Below are some records. Return exactly the lines from the one with "Please mark all text" to the one with "Bounding boxes for all labels, symbols and controls, the", and nothing else.
---------- Record extracts
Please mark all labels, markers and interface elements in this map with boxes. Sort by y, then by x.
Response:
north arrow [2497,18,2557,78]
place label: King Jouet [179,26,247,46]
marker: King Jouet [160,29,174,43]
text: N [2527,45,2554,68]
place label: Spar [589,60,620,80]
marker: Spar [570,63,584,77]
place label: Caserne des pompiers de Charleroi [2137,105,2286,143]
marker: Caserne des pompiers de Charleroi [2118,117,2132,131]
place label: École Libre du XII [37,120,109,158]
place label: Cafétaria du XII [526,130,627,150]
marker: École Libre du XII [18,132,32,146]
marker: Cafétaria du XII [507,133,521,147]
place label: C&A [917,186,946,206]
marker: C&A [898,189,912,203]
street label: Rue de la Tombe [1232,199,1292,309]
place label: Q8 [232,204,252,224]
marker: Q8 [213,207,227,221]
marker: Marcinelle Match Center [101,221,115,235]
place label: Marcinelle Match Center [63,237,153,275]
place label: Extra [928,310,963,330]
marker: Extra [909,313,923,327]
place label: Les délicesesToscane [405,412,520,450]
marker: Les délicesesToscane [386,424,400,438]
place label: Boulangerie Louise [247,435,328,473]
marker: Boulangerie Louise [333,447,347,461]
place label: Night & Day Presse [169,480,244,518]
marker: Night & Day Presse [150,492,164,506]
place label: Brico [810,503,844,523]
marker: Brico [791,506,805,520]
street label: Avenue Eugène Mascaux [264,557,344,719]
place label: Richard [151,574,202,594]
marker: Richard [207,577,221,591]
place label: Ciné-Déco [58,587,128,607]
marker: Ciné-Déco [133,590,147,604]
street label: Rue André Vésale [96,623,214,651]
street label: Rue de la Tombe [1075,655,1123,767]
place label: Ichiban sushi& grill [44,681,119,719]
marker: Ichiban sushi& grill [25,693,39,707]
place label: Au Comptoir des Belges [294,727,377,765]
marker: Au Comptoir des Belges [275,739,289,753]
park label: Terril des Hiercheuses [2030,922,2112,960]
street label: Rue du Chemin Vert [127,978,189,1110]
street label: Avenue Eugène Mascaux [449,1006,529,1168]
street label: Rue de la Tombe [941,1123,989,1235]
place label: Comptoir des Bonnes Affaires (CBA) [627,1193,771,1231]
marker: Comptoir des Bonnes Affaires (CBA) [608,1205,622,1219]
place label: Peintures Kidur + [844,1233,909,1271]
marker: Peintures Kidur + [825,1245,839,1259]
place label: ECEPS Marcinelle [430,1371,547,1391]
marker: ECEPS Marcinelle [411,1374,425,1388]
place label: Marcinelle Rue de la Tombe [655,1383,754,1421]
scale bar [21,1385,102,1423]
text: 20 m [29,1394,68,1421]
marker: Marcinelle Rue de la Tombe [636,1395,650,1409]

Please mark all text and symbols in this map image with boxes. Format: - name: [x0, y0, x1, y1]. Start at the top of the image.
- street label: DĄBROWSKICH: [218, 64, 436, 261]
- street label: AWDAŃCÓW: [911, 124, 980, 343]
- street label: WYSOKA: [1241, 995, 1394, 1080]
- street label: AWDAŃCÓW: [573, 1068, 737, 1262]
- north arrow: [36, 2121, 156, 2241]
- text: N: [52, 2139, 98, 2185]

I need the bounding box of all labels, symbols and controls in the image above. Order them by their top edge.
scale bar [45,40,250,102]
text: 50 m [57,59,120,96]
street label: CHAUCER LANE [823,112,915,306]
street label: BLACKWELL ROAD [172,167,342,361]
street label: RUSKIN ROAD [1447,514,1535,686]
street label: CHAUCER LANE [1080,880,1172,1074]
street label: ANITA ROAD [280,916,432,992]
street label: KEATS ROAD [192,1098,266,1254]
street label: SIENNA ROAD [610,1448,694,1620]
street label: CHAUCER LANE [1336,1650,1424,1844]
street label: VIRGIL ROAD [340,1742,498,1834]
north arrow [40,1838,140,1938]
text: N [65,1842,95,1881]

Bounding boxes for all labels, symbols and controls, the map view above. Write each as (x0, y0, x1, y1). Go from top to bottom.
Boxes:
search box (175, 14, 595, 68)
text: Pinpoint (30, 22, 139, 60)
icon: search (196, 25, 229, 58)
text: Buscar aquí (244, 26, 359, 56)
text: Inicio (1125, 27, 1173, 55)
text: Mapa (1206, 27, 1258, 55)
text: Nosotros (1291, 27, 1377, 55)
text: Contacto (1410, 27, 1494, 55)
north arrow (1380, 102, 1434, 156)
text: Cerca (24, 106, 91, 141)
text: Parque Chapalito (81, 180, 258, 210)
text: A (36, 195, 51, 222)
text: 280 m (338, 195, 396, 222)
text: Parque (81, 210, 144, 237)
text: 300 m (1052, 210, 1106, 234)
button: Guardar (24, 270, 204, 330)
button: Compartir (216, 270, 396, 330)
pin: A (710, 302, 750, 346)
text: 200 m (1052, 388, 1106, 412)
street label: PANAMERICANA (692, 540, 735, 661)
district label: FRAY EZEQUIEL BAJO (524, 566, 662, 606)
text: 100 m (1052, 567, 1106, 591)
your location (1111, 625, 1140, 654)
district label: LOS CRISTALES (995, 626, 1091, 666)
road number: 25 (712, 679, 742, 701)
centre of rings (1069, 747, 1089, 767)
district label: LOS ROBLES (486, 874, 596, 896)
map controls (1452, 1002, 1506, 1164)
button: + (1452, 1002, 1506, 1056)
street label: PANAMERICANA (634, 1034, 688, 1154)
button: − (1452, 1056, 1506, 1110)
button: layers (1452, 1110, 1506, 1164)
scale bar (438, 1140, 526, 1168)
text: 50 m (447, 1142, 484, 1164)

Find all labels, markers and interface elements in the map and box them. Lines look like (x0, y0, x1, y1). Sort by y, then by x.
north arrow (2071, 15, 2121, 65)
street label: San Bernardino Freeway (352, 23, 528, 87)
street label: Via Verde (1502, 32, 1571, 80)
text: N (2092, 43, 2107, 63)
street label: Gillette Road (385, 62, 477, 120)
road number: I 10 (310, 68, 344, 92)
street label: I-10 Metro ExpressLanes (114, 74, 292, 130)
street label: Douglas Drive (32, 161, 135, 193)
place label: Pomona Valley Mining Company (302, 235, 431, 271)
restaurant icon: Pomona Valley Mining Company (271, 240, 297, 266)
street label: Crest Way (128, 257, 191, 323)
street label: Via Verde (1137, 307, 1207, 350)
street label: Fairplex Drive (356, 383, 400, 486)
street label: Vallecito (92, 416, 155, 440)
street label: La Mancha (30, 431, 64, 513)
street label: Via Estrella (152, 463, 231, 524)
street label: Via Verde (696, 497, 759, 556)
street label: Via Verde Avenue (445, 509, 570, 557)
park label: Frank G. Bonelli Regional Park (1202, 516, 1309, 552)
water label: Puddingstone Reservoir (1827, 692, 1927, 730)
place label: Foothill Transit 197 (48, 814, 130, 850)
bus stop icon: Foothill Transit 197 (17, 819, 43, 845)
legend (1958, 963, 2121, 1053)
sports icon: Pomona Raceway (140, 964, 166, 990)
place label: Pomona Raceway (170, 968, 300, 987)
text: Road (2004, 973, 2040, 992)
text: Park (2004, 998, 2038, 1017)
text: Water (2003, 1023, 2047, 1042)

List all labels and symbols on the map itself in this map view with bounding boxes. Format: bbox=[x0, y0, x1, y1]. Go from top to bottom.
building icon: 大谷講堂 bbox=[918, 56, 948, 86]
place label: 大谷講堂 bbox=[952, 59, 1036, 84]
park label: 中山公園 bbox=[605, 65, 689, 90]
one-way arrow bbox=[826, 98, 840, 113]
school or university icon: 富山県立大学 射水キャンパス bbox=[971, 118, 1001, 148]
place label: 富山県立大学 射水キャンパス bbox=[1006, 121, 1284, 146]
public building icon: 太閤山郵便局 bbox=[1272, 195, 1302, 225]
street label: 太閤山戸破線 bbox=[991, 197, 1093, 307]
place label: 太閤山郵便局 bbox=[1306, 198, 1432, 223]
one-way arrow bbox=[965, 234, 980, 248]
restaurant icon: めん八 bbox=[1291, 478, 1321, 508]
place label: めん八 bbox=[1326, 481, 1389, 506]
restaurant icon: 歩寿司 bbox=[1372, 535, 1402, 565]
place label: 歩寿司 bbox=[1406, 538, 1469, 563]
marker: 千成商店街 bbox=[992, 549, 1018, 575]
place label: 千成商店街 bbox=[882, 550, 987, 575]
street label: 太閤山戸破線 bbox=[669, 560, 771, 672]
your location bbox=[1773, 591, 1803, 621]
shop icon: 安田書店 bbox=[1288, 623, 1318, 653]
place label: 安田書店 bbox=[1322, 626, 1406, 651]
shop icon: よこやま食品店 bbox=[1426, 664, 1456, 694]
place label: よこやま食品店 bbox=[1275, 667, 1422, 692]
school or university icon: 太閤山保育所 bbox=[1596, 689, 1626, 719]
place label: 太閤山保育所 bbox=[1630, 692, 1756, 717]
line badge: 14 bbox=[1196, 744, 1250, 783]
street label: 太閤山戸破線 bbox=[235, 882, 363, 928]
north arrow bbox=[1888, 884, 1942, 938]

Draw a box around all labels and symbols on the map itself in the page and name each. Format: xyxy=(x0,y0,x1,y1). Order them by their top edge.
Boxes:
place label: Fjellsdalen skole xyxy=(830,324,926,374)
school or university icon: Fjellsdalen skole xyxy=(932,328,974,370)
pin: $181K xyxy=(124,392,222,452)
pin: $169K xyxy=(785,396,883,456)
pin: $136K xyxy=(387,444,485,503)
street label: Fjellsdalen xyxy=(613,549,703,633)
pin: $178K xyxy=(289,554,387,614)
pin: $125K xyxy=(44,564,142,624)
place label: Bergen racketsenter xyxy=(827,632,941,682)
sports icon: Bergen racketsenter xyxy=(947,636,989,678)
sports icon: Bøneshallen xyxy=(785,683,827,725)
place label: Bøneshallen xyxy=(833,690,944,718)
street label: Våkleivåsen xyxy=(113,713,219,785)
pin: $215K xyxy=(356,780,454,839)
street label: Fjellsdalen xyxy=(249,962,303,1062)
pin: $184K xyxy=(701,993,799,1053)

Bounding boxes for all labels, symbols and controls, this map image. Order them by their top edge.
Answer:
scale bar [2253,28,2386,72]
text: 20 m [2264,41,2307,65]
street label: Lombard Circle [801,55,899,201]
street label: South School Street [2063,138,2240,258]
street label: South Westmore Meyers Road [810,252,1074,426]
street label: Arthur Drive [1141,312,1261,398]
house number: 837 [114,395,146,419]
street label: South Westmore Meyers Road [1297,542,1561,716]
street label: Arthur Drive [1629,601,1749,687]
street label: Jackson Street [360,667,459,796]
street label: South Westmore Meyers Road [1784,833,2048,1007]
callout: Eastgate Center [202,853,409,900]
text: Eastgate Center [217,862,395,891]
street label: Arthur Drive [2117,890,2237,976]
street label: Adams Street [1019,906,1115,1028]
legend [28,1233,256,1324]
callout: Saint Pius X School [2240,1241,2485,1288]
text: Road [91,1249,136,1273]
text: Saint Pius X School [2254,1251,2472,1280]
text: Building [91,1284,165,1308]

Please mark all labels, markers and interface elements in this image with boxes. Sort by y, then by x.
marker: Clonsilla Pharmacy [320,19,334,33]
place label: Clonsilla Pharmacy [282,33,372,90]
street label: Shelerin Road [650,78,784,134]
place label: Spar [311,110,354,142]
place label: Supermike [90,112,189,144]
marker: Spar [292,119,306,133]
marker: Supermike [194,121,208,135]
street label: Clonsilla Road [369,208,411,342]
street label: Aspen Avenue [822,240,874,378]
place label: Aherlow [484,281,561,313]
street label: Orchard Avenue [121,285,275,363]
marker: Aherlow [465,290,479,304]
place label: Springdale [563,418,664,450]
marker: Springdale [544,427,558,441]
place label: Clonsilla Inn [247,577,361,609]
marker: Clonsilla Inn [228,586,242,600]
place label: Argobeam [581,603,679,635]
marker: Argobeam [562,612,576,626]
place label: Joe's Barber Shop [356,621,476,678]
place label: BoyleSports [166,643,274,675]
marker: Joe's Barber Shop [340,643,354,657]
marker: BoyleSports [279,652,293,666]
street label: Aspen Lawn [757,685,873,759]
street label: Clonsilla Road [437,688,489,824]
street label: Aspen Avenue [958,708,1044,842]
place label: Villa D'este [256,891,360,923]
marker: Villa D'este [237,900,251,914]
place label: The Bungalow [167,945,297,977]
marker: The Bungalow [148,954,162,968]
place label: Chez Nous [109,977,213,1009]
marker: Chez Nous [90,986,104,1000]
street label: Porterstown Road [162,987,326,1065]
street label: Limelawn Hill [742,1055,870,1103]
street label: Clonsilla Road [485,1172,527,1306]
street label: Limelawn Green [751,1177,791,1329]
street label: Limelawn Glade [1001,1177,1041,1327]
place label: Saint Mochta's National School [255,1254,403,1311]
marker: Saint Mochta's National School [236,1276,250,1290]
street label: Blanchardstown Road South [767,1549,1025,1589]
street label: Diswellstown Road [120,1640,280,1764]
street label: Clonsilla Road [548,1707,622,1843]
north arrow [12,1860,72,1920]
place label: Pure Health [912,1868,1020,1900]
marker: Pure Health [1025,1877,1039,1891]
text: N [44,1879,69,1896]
--------------------
*Response area*.
Please mark all text and symbols in this map image with boxes. Format: - name: [x0, y0, x1, y1]. Start at the top of the image.
- street label: DĄBROWSKICH: [218, 64, 436, 261]
- street label: AWDAŃCÓW: [911, 124, 980, 343]
- street label: WYSOKA: [1241, 995, 1394, 1080]
- street label: AWDAŃCÓW: [573, 1068, 737, 1262]
- north arrow: [36, 2121, 156, 2241]
- text: N: [52, 2139, 98, 2185]

I need the bounding box of all labels, symbols and controls in the image above. Order them by their top edge.
scale bar [45,40,250,102]
text: 50 m [57,59,120,96]
street label: CHAUCER LANE [823,112,915,306]
street label: BLACKWELL ROAD [172,167,342,361]
street label: RUSKIN ROAD [1447,514,1535,686]
street label: CHAUCER LANE [1080,880,1172,1074]
street label: ANITA ROAD [280,916,432,992]
street label: KEATS ROAD [192,1098,266,1254]
street label: SIENNA ROAD [610,1448,694,1620]
street label: CHAUCER LANE [1336,1650,1424,1844]
street label: VIRGIL ROAD [340,1742,498,1834]
north arrow [40,1838,140,1938]
text: N [65,1842,95,1881]

Bounding boxes for all labels, symbols and controls, the map view above. Write each as (x0, y0, x1, y1). Go from top to bottom.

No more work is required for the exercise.